EXERCISE ::
Gather the lines below that include the string "Avenida", copying each in full.

[Saved entries]
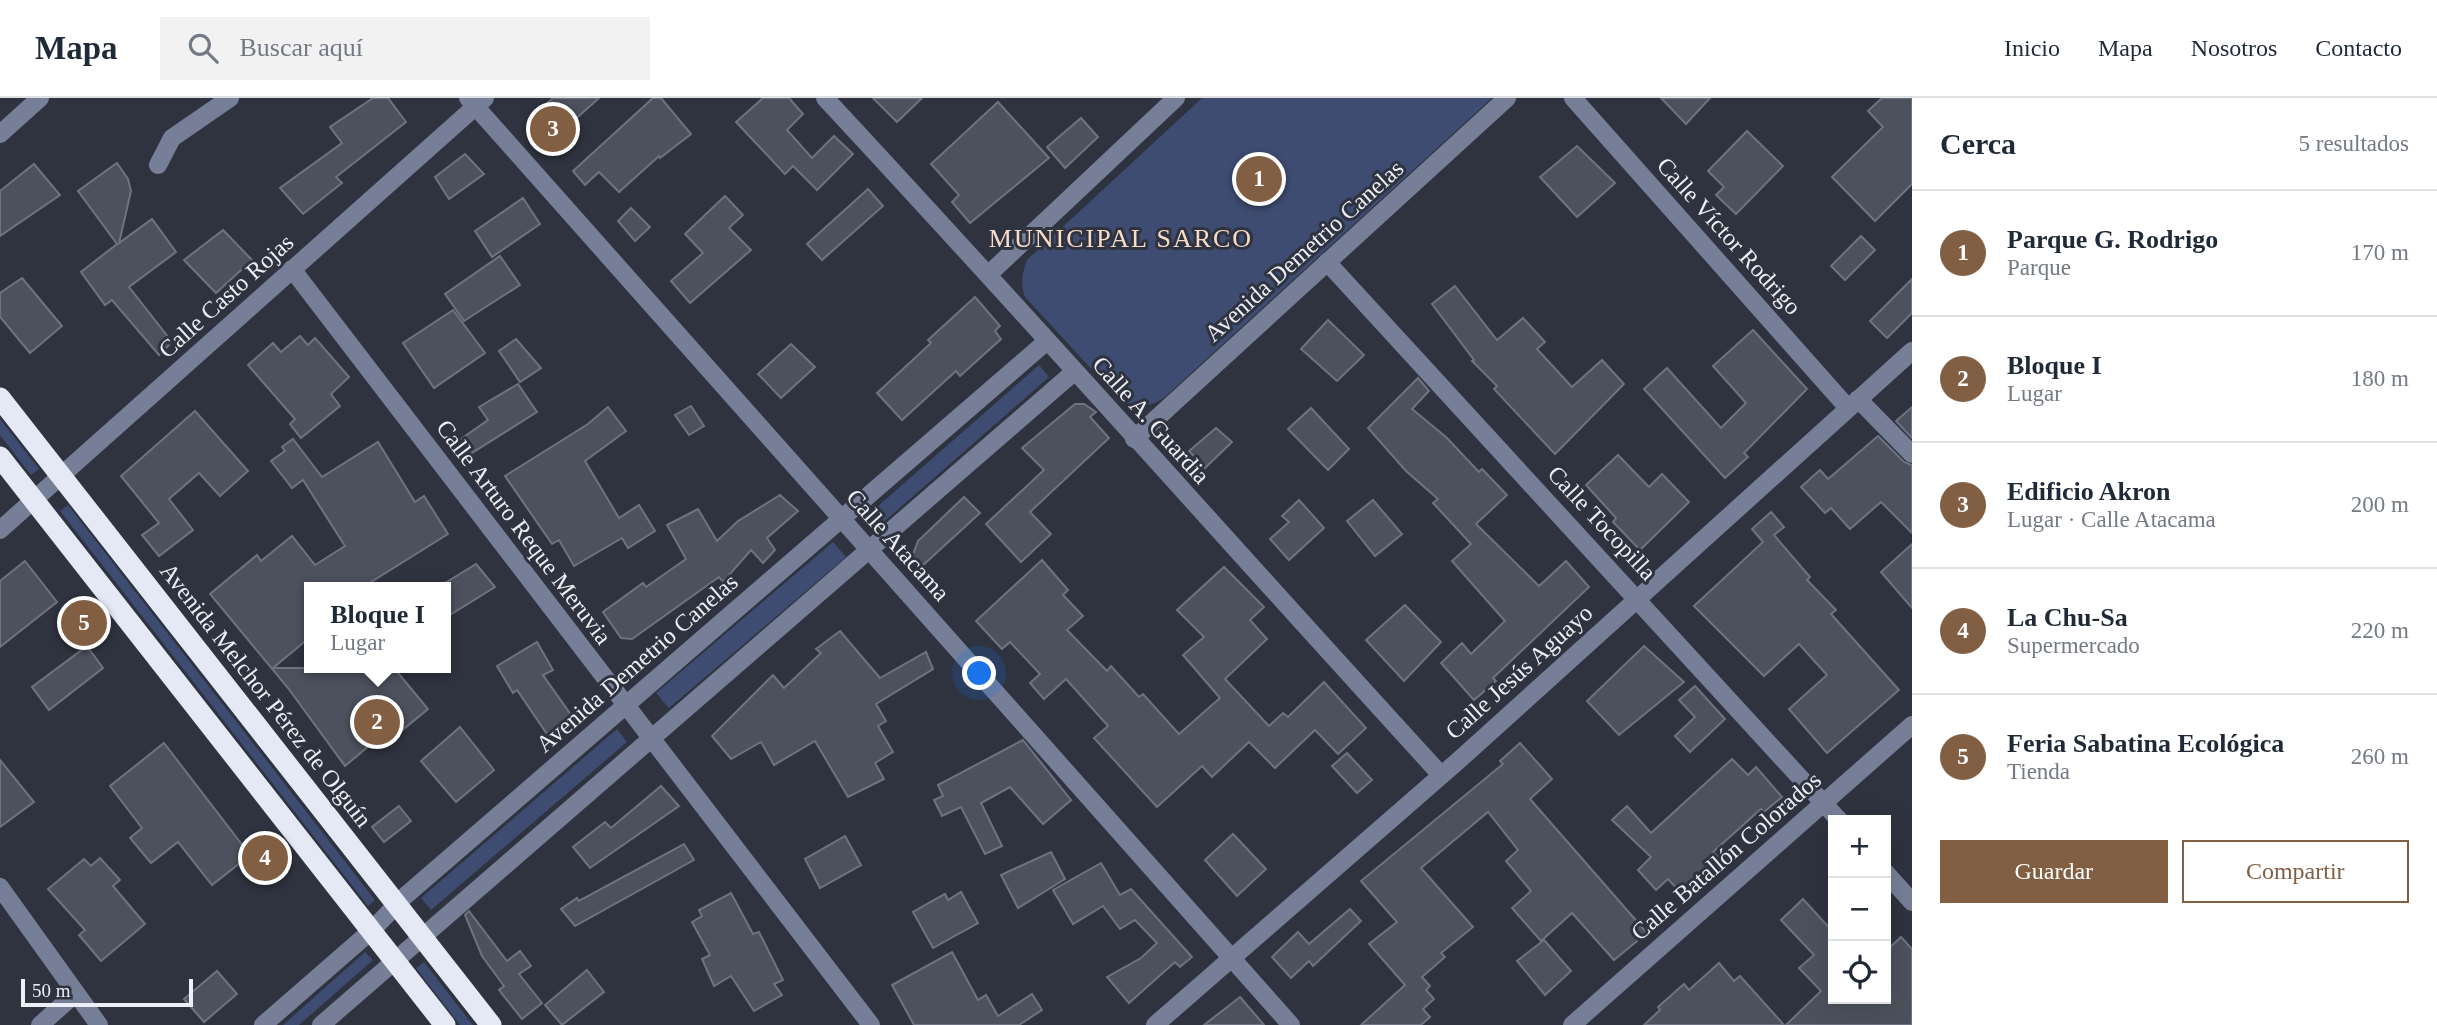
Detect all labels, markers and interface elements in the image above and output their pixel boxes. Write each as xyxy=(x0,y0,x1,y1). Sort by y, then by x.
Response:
search box xyxy=(160,17,650,80)
icon: search xyxy=(184,29,222,67)
text: Mapa xyxy=(35,30,118,66)
text: Buscar aquí xyxy=(240,33,363,62)
text: Inicio xyxy=(2004,35,2060,61)
text: Mapa xyxy=(2098,35,2153,61)
text: Nosotros xyxy=(2191,35,2277,61)
text: Contacto xyxy=(2315,35,2402,61)
pin: 3 xyxy=(530,103,576,155)
text: Cerca xyxy=(1940,127,2016,160)
text: 5 resultados xyxy=(2298,131,2409,156)
street label: Calle Víctor Rodrigo xyxy=(1652,152,1806,320)
pin: 1 xyxy=(1236,153,1282,205)
street label: Avenida Demetrio Canelas xyxy=(1199,155,1409,347)
district label: MUNICIPAL SARCO xyxy=(989,224,1253,253)
text: Parque G. Rodrigo xyxy=(2007,225,2218,254)
street label: Calle Casto Rojas xyxy=(153,229,299,363)
text: 1 xyxy=(1957,240,1969,265)
text: 170 m xyxy=(2351,240,2409,265)
text: Parque xyxy=(2007,255,2071,280)
street label: Calle A. Guardia xyxy=(1087,351,1215,489)
text: Bloque I xyxy=(2007,351,2102,380)
text: 2 xyxy=(1957,366,1969,391)
text: 180 m xyxy=(2351,366,2409,391)
text: Lugar xyxy=(2007,381,2062,406)
street label: Calle Arturo Reque Meruvia xyxy=(431,415,617,649)
street label: Calle Tocopilla xyxy=(1543,461,1662,586)
text: Edificio Akron xyxy=(2007,477,2171,506)
street label: Calle Atacama xyxy=(841,484,955,606)
text: 3 xyxy=(1957,492,1969,517)
text: 200 m xyxy=(2351,492,2409,517)
text: Lugar · Calle Atacama xyxy=(2007,507,2216,532)
street label: Avenida Melchor Pérez de Olguín xyxy=(155,558,377,832)
street label: Avenida Demetrio Canelas xyxy=(531,569,743,757)
popup xyxy=(304,582,451,673)
pin: 5 xyxy=(61,597,107,649)
street label: Calle Jesús Aguayo xyxy=(1440,599,1598,745)
text: Bloque I xyxy=(330,600,425,629)
text: La Chu-Sa xyxy=(2007,603,2128,632)
text: 4 xyxy=(1957,618,1969,643)
text: 220 m xyxy=(2351,618,2409,643)
text: Lugar xyxy=(330,630,385,655)
text: Supermercado xyxy=(2007,633,2140,658)
your location xyxy=(962,656,996,690)
pin: 2 xyxy=(354,696,400,748)
text: Feria Sabatina Ecológica xyxy=(2007,729,2284,758)
text: 5 xyxy=(1957,744,1969,769)
text: 260 m xyxy=(2351,744,2409,769)
text: Tienda xyxy=(2007,759,2070,784)
street label: Calle Batallón Colorados xyxy=(1626,767,1826,945)
map controls xyxy=(1828,815,1891,1004)
button: + xyxy=(1828,815,1891,878)
pin: 4 xyxy=(242,832,288,884)
button: Guardar xyxy=(1940,840,2168,903)
button: Compartir xyxy=(2182,840,2409,903)
button: − xyxy=(1828,878,1891,941)
button: locate xyxy=(1828,941,1891,1004)
scale bar xyxy=(21,976,192,1008)
text: 50 m xyxy=(32,980,71,1001)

FINAL ANSWER ::
street label: Avenida Demetrio Canelas xyxy=(1199,155,1409,347)
street label: Avenida Melchor Pérez de Olguín xyxy=(155,558,377,832)
street label: Avenida Demetrio Canelas xyxy=(531,569,743,757)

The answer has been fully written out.